Dahoud then listst his demands:

– The release of human rights activists in prison [Biram Ould Dah] who are fighting against slavery

– Eliminating all taxes and tariffs on rice, wheat, cooking oil, sugar, milk and monitoring their obscene price hikes

– Replacing taxes and tariffs on basic goods through more taxation on cigarettes, luxury cars and tariffs on European ships that are pillaging our maritime wealth, as well as taxing telecom companies or Mauritania’s income from gold mining stolen by the Army commanders’ band.

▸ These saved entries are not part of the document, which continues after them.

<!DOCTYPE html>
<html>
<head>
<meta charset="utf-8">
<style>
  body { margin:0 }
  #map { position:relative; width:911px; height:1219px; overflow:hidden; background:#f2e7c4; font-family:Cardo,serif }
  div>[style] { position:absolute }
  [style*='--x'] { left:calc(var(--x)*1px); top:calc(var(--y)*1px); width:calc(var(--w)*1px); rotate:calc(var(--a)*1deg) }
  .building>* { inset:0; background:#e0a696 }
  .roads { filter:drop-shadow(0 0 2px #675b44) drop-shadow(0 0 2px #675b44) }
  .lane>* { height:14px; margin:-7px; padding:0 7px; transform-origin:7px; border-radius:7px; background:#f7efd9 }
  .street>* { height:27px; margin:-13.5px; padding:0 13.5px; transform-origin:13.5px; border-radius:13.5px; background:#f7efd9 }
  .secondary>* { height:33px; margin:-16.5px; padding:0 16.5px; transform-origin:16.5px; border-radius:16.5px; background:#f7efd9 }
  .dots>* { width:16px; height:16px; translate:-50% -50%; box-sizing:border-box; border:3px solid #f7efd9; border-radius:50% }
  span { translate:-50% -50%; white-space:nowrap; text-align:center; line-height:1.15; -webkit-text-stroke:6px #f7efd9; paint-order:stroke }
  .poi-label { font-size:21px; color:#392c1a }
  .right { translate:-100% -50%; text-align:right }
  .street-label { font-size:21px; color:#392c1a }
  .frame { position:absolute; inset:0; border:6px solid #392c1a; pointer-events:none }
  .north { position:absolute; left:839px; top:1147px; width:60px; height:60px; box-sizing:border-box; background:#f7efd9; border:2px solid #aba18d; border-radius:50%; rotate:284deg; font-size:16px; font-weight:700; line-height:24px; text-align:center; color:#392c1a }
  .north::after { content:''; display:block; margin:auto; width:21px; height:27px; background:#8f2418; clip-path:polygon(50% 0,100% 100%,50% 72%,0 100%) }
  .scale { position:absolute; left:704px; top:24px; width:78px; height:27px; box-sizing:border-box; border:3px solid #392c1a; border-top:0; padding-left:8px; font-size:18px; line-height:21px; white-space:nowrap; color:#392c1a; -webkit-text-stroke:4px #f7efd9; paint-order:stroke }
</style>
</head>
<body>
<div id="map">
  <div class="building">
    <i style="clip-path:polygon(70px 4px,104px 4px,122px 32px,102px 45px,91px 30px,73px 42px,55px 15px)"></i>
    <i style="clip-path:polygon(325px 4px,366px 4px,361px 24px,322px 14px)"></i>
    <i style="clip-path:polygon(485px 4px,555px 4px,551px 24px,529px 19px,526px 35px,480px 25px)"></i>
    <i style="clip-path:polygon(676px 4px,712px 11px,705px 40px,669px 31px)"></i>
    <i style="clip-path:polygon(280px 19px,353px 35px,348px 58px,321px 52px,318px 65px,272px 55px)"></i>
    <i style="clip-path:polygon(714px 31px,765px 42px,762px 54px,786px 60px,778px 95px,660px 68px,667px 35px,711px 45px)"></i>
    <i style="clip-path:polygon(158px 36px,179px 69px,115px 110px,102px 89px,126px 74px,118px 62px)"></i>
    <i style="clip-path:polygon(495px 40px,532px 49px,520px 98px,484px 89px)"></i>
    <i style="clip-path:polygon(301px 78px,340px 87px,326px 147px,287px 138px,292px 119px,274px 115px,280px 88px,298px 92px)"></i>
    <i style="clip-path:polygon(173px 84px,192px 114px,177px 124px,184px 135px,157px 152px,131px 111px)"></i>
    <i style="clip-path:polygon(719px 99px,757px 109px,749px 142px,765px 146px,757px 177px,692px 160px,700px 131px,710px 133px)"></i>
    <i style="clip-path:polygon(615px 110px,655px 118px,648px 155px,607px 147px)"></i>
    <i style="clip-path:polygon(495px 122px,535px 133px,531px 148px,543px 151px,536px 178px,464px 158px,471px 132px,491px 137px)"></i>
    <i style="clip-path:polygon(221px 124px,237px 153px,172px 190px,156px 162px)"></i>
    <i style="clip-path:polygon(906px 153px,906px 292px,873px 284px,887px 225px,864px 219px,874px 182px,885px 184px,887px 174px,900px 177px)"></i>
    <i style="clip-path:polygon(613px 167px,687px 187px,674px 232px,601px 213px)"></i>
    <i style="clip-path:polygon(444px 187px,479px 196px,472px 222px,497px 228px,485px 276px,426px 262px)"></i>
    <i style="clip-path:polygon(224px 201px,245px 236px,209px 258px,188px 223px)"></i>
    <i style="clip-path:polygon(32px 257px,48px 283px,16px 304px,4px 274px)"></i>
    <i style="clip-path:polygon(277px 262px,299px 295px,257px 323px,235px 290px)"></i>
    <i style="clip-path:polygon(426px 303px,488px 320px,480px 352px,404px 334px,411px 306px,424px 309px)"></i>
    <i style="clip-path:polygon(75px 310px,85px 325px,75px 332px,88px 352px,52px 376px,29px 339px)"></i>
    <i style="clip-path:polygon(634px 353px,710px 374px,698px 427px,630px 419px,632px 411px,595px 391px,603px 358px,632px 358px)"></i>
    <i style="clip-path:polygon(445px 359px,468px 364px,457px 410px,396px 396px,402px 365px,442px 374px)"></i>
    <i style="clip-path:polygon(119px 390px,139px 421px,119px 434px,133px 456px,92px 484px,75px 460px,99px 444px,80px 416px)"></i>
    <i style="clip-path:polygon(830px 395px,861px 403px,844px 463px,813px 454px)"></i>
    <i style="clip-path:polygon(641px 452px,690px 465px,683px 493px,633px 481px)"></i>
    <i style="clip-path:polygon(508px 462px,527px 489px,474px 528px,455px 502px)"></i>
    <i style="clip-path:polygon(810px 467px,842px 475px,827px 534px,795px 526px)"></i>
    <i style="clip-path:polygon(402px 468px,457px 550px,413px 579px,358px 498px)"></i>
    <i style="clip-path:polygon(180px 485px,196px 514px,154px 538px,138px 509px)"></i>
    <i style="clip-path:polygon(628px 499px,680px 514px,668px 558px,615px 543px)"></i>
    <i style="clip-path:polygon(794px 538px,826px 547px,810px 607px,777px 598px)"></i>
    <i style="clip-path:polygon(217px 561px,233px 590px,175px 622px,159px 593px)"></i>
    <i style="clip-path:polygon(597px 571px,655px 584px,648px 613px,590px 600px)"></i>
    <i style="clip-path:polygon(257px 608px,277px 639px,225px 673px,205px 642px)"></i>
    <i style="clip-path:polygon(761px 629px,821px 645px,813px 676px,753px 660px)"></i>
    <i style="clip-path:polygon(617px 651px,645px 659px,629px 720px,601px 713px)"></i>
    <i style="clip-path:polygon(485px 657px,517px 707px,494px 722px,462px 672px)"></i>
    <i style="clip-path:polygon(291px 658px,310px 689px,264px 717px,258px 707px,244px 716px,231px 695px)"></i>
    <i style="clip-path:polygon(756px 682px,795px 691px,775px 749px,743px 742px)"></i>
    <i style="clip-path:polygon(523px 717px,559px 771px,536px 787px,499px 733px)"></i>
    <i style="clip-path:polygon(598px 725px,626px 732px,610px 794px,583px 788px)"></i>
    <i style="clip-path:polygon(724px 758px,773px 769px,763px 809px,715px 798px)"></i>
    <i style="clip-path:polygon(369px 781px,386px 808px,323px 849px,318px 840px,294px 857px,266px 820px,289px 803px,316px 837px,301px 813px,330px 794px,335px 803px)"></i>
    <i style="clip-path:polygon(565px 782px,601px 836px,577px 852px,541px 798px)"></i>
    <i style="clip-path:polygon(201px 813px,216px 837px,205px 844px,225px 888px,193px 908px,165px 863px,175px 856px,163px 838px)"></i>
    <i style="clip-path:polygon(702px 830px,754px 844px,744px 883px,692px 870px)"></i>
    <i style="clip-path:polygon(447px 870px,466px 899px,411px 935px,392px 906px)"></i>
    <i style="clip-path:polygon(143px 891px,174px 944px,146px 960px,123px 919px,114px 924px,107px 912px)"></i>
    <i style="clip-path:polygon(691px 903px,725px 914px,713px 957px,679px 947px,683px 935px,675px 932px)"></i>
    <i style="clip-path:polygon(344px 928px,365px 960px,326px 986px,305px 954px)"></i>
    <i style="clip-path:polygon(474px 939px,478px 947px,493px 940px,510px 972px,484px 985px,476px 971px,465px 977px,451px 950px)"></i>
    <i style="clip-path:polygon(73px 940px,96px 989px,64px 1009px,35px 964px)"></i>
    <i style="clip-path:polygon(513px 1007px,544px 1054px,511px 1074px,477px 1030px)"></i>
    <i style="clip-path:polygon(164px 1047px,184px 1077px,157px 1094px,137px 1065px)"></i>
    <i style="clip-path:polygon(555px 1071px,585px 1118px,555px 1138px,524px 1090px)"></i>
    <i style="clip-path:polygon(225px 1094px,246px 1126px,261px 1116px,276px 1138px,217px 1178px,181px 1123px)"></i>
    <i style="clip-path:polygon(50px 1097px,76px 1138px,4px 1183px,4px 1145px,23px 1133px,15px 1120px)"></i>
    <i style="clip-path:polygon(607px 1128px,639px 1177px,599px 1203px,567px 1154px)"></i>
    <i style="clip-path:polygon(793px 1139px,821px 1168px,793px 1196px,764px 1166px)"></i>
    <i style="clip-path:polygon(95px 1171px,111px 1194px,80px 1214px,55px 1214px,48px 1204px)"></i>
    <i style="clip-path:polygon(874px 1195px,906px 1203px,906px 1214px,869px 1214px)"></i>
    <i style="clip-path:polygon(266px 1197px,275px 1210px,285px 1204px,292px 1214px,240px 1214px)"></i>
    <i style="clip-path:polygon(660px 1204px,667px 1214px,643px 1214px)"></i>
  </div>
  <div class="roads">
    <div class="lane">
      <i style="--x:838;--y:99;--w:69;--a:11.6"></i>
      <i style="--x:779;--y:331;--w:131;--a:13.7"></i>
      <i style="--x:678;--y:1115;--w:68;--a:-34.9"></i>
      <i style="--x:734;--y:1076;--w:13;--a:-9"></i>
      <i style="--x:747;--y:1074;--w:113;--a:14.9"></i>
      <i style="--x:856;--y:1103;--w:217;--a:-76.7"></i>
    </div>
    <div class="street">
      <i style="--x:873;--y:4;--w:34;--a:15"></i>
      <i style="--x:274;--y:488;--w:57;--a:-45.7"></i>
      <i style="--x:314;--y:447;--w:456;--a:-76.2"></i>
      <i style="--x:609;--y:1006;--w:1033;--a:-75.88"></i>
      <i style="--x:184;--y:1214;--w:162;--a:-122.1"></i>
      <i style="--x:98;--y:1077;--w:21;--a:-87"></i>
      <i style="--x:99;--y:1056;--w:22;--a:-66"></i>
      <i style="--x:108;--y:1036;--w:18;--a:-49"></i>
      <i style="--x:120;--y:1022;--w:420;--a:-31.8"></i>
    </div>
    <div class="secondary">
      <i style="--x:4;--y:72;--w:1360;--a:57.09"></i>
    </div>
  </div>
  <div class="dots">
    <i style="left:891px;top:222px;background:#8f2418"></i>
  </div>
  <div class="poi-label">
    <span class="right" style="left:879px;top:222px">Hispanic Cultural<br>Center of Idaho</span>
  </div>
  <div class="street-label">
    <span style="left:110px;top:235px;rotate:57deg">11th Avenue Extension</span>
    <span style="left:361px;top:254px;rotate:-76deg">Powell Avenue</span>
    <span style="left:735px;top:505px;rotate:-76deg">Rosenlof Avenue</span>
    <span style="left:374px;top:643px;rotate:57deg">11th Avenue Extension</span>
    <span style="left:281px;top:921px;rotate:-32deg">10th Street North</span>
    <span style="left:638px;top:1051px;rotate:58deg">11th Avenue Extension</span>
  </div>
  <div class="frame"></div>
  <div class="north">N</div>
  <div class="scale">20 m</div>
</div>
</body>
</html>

– A constitutional amendment to be submitted to parliament in an emergency session containing the following points:

a- No current or ex member of the military shall be eligible to be elected President of the Republic

b- An independent electoral committee that will organize and supervise elections without intervention from the Interior Ministry- the source of all ills undermining freedoms in our country.

c- Imposing that the choice of the prime minister be the prerogative of the parliamentary block holding the majority in parliament

d- The nomination ministers of: justice, interior, finance, education shall be contingent upon parliament’s approval

e- The nomination of judges and the attorney general shall be contingent upon parliament’s approval

f- The nomination of the members of the constitutional council [the highest court of the land] shall be contingent upon parliament’s approval

g- Calling via a presidential decree for legislative and presidential decree within six months from the decree’s issuance

h- calling parliament in an emergency session to ratify: the constitutional amendments, an amnesty law for the General [Mohamed Ould Abdelaziz], members of the High Council [military junta ruling body] and the ministers in his government before and after the 2009 elections

If you do not accept this offer, then you should face the people’s wrath and be forced out as Ben Ali was.

I take this occasion to beg the people of France to force its rulers to accept the Mauritanian people’s right to self-determination.

Our lives are a small price to pay for Mauritania so that our sons can live in a country with social justice, liberty and democracy.

Yacoub Dahoud

A simple citizen demanding legitimate rights.

Hasn’t the time come for the Mauritanian people to chose freely and seriously who will preside over its destiny, and manage its resources that can easily service its needs instead of alms of hostile foreign governments?